The left's refusal to admit an unfair welfare expenditure is really the heart of the issue, as if there was never anyone who got taxpayer funding who didn't deserve it.  The truth is that even without the extravagance of the welfare queen we know it happens frequently.  Anyone who knows anything about hiring in Washington State knows that many people only schedule interviews so they can keep collecting unemployment.  Anyone who's had any experience in the grocery business has seen people buying lobsters on food stamps.  And anyone who's worked with the homeless in downtown Seattle knows that even the speed freaks get government checks -- which are immediately spent on their speed.  Whether these are the majority of instances is beside the point.  The point is that whoever is running things is more concerned about the feelings of the "unfortunate" than they are about the property of the virtuous.

But the truth is, unless you want to end up on the street, you have to be a little skeptical with how you spend cash.  For instance, the implication in the hiring of any manager is that the people beneath him can't be trusted to do the job without supervision and rewards and the threat of punishment; and that even our allies, the people we greet every day as we enter the office, could possibly ruin our chance at feeding our families.  The fact that we treat people at work this way but refuse to treat meth-heads the same is more than a failure of equality.  It's a failure of ethics and intelligence.  It says that we can only question the people we build things with, and never supervise the people who only take things from us.
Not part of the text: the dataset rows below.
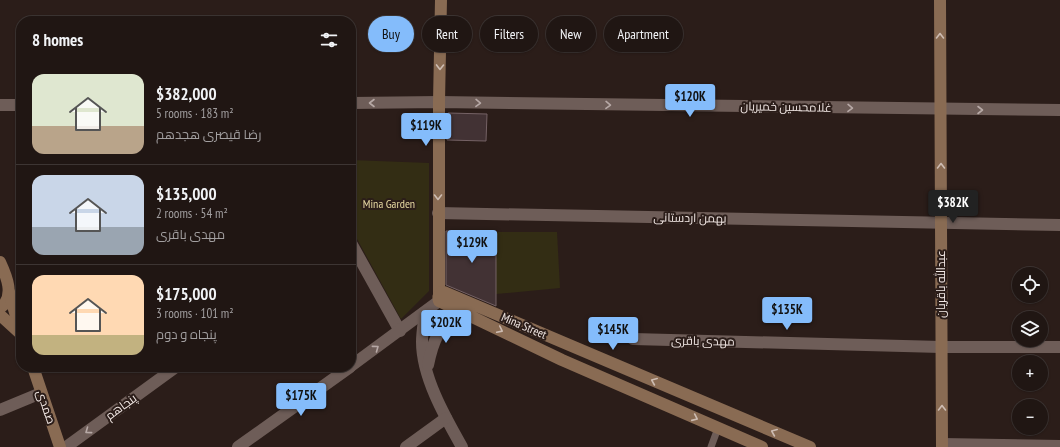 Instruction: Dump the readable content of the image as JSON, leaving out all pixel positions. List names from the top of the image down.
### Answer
{
  "streets": {
    "street": [
      "غلامحسین خمیریان",
      "بهمن اردستانی",
      "عبدالله باقریان",
      "Mina Street",
      "مهدی باقری",
      "صمدی",
      "پنجاهم"
    ]
  },
  "crossings": [
    ["غلامحسین خمیریان", "عبدالله باقریان"],
    ["بهمن اردستانی", "عبدالله باقریان"],
    ["عبدالله باقریان", "مهدی باقری"]
  ],
  "one_way": ["عبدالله باقریان", "پنجاهم"],
  "parks": ["Mina Garden"],
  "page": {
    "chip": [
      "Buy",
      "Rent",
      "Filters",
      "New",
      "Apartment"
    ],
    "heading": "8 homes",
    "list": [
      {
        "name": "$382,000",
        "note": "5 rooms · 183 m² · رضا قیصری هجدهم"
      },
      {
        "name": "$135,000",
        "note": "2 rooms · 54 m² · مهدی باقری"
      },
      {
        "name": "$175,000",
        "note": "3 rooms · 101 m² · پنجاه و دوم"
      }
    ],
    "price": [
      "$120K",
      "$119K",
      "$382K",
      "$129K",
      "$135K",
      "$202K",
      "$145K",
      "$175K"
    ],
    "map_buttons": ["+", "−"]
  }
} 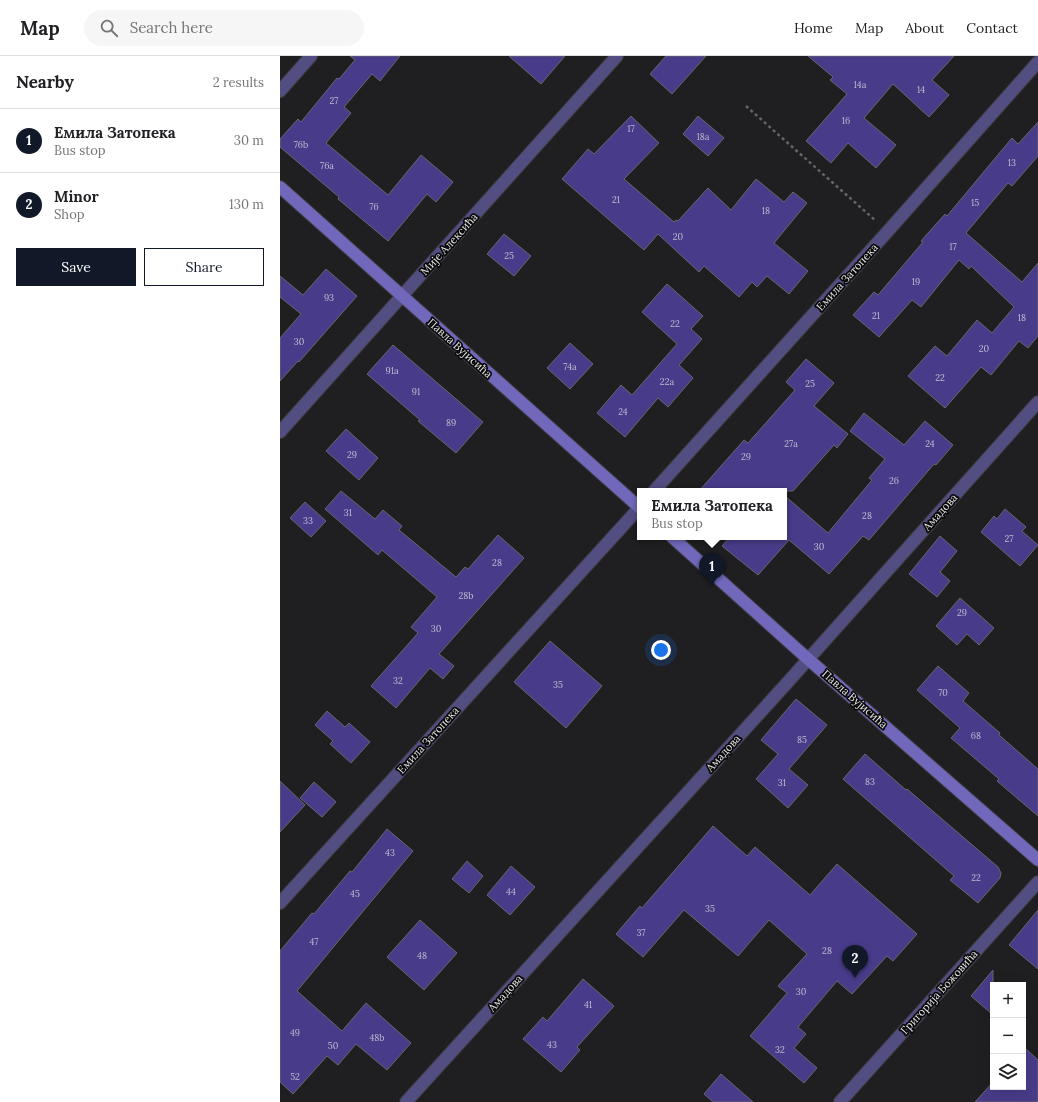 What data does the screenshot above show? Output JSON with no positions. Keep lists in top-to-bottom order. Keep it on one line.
{"streets":{"street":["Мије Алексића","Емила Затопека","Павла Вујисића","Амадова","Григорија Божовића"]},"crossings":[["Мије Алексића","Павла Вујисића"],["Павла Вујисића","Амадова"]],"house_numbers":["14a","14","27","16","17","18a","76b","13","76a","21","15","76","18","20","17","25","19","93","21","18","22","30","20","74a","91a","22","22a","25","91","24","89","27a","24","29","29","26","31","28","33","27","30","28","28b","29","30","32","35","70","68","85","83","31","43","22","44","45","35","37","47","28","48","30","41","49","48b","43","50","32","52"],"page":{"header":"Map","search":"Search here","nav":["Home","Map","About","Contact"],"heading":["Nearby","2 results"],"list":[{"mark":"1","name":"Емила Затопека","note":"Bus stop","value":"30 m"},{"mark":"2","name":"Minor","note":"Shop","value":"130 m"}],"buttons":["Save","Share"],"popup":["Емила Затопека","Bus stop"],"pins":["1","2"],"map_buttons":["+","−"]}}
The issue goes much deeper than business and right into biology.  Whether you believe we evolved from goo or were created by God, our existence as biological beings is predicated upon an attempt to get as much of what we want or need with the least expenditure of effort.  In everything we call this principle efficiency.   If it was any other way -- say for instance that any being in the world decided to behave as though efficiency were irrelevant, its reserves would drain and its energy would fail, and as it continued spending recklessly it would eventually die.  That's why every living thing is guided by the opposite principle.  Acquire, conserve, continue to live.  Economics, in cash or calories, is the foundation of all survival.

Human beings are ultimately founded upon this law of efficiency; and although many of us are capable of rising above it, for important causes for short periods of time, we realize its handiwork in everything we do.  Why buy the cow, when you can get the milk for free? runs into watercooler chats, which runs into people arguing about whether Christians have to pay a tithe.  All of it, from the way we deal with women to the way we deal with bosses to the way we deal with gods and governments, is influenced by our need for personal efficiency; and if we were to say the influence was wrong, we would be equally wrong as if we said it was always right.  What's important isn't that we kill ourselves in fits of altruism and say that self-interest is wrong.  What's important is that we're aware of the temptations of self-interest, and that nobody at any point is exempt from the temptation of getting something for nothing.  This skepticism is the foundation of good business and good government.  And if we have welfare, it ought also to be the foundation of a sensible welfare program.

In other words, the people at The Atlantic have simply forgotten that they're people.  And forgetting that humans are humans, they've eventually ceased to be humane -- not even toward the "downcast" they were ostensibly trying to help, but toward the majority which is actually responsible for helping.